→ **Data provided**:
::::

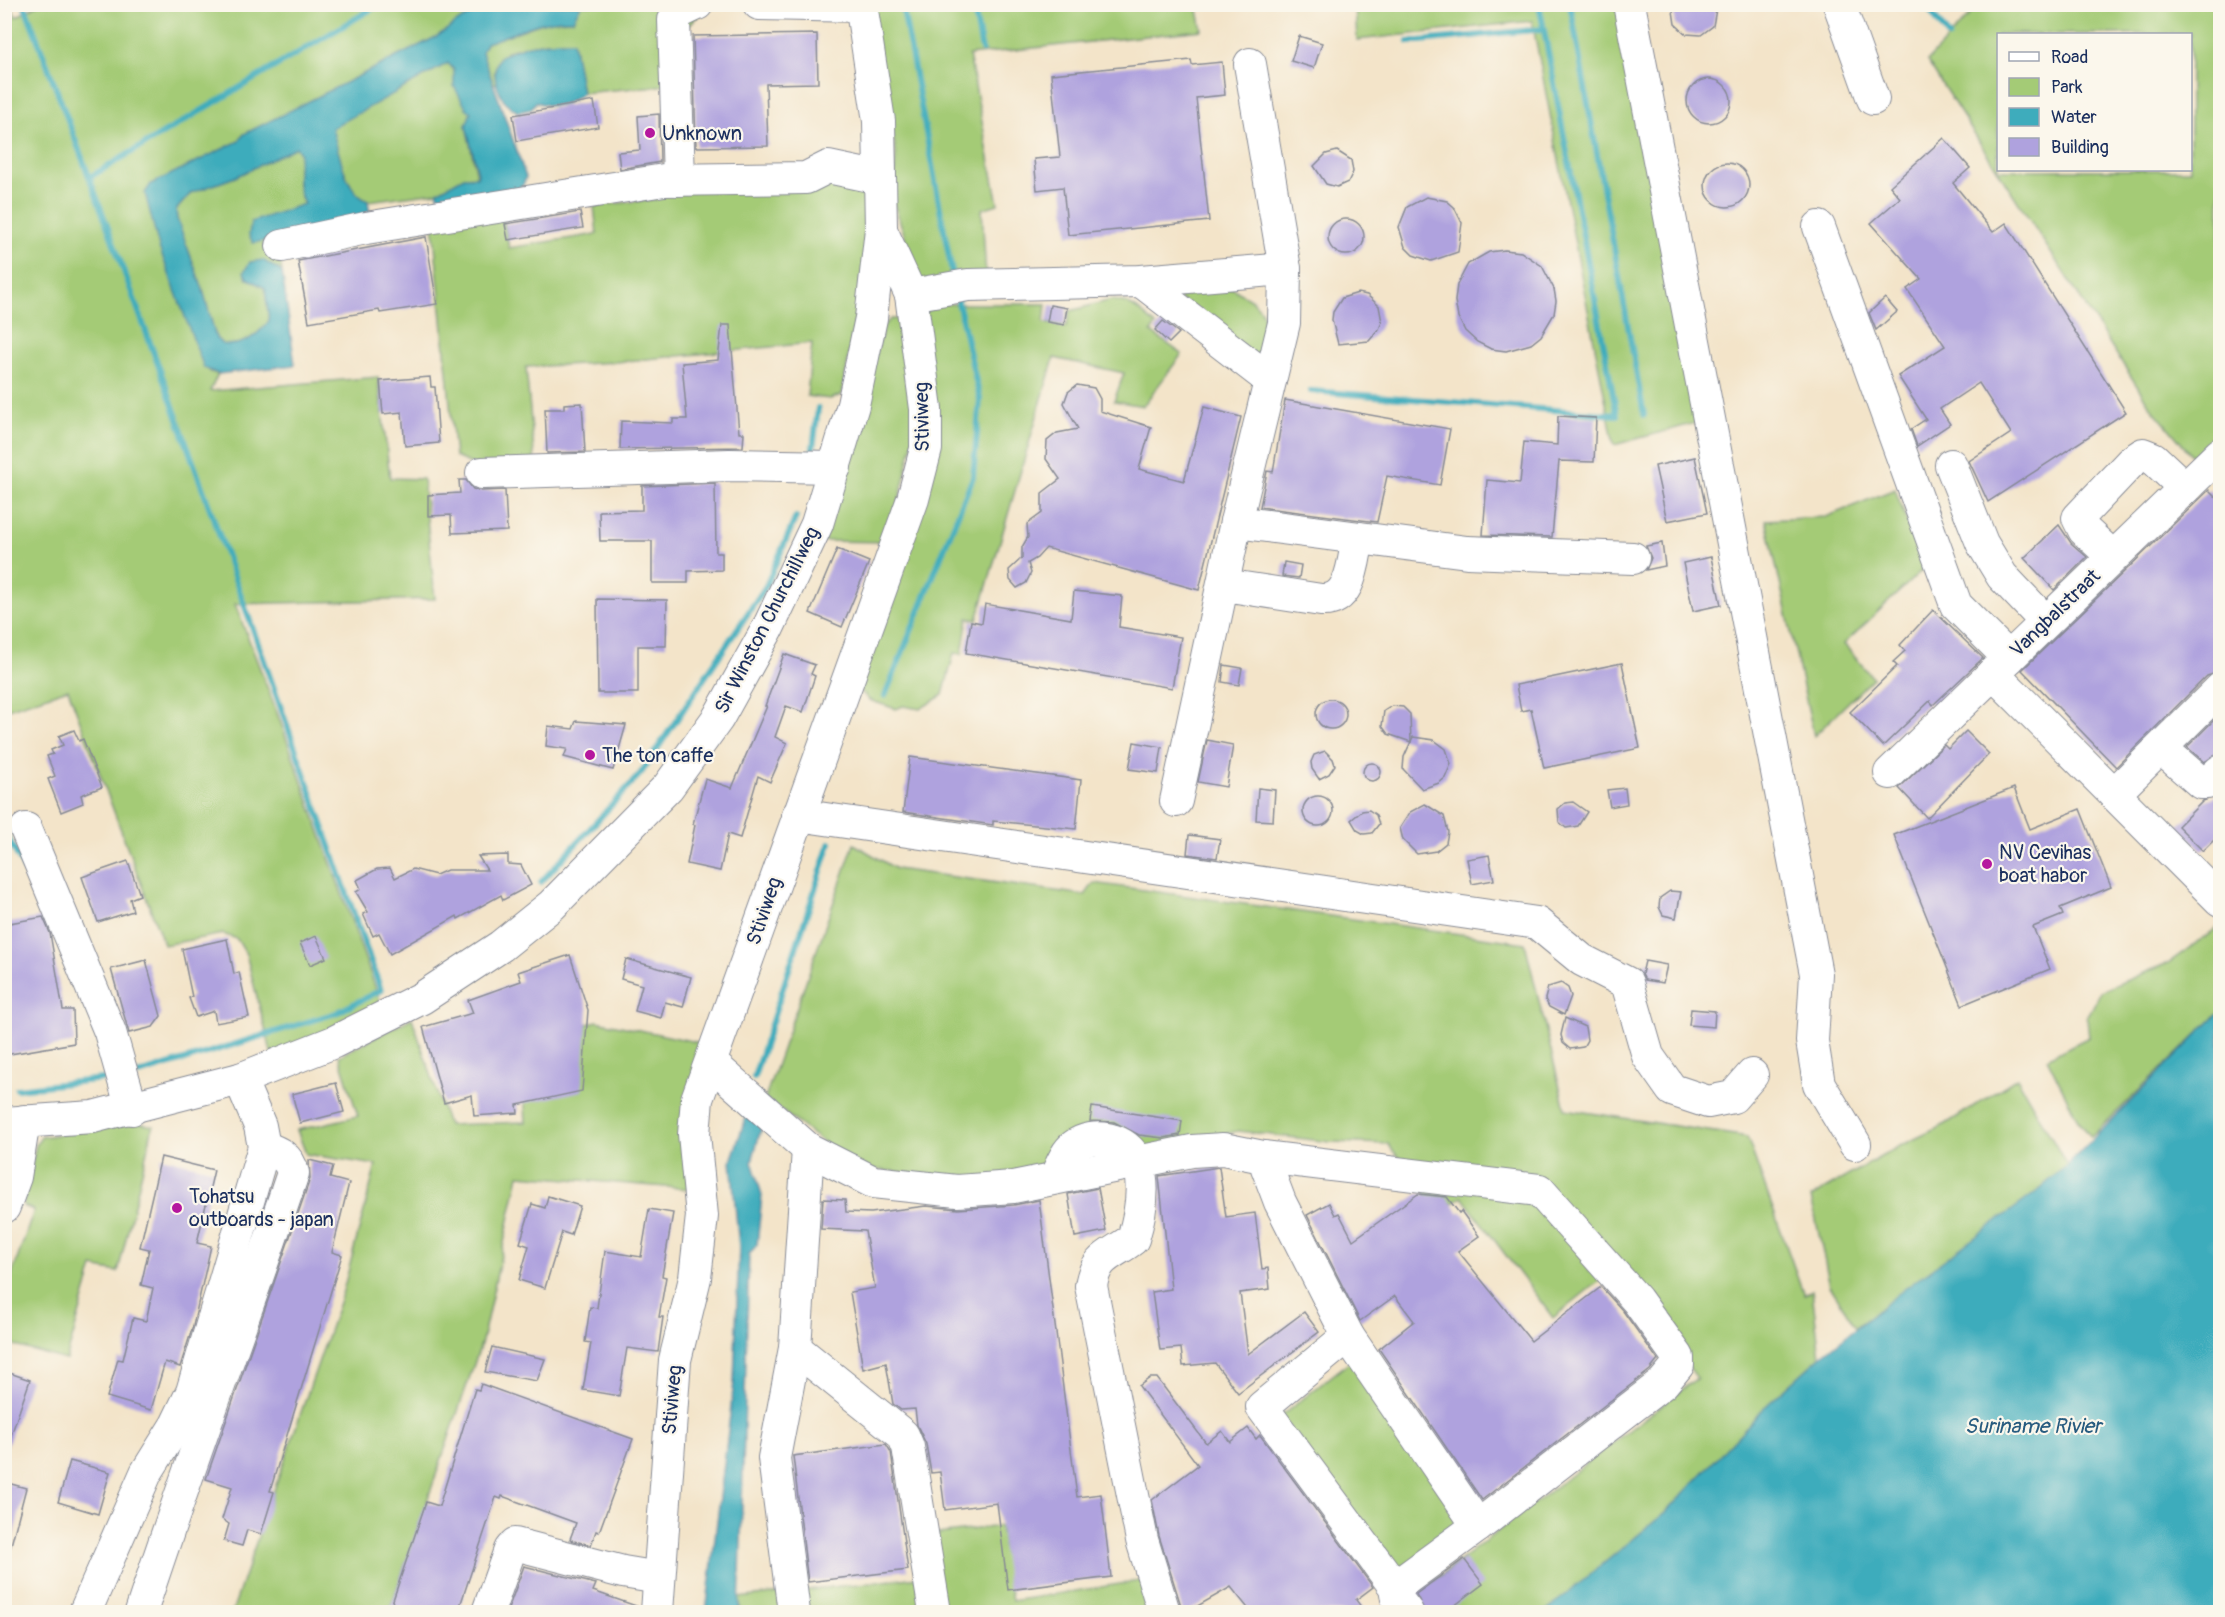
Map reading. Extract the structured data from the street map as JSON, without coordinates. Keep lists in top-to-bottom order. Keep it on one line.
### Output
{"streets":{"street":["Stiviweg","Vangbalstraat","Sir Winston Churchillweg"]},"crossings":[["Stiviweg","Sir Winston Churchillweg"]],"water":["Suriname Rivier"],"places":["Unknown","The ton caffe","NV Cevihas boat habor","Tohatsu outboards - japan"],"legend":["Road","Park","Water","Building"]}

::::

→ **What is being asked**: Reproduce the data above line for line, excluding every picture.

→ **Result below**:
Map reading. Extract the structured data from the street map as JSON, without coordinates. Keep lists in top-to-bottom order. Keep it on one line.
### Output
{"streets":{"street":["Stiviweg","Vangbalstraat","Sir Winston Churchillweg"]},"crossings":[["Stiviweg","Sir Winston Churchillweg"]],"water":["Suriname Rivier"],"places":["Unknown","The ton caffe","NV Cevihas boat habor","Tohatsu outboards - japan"],"legend":["Road","Park","Water","Building"]}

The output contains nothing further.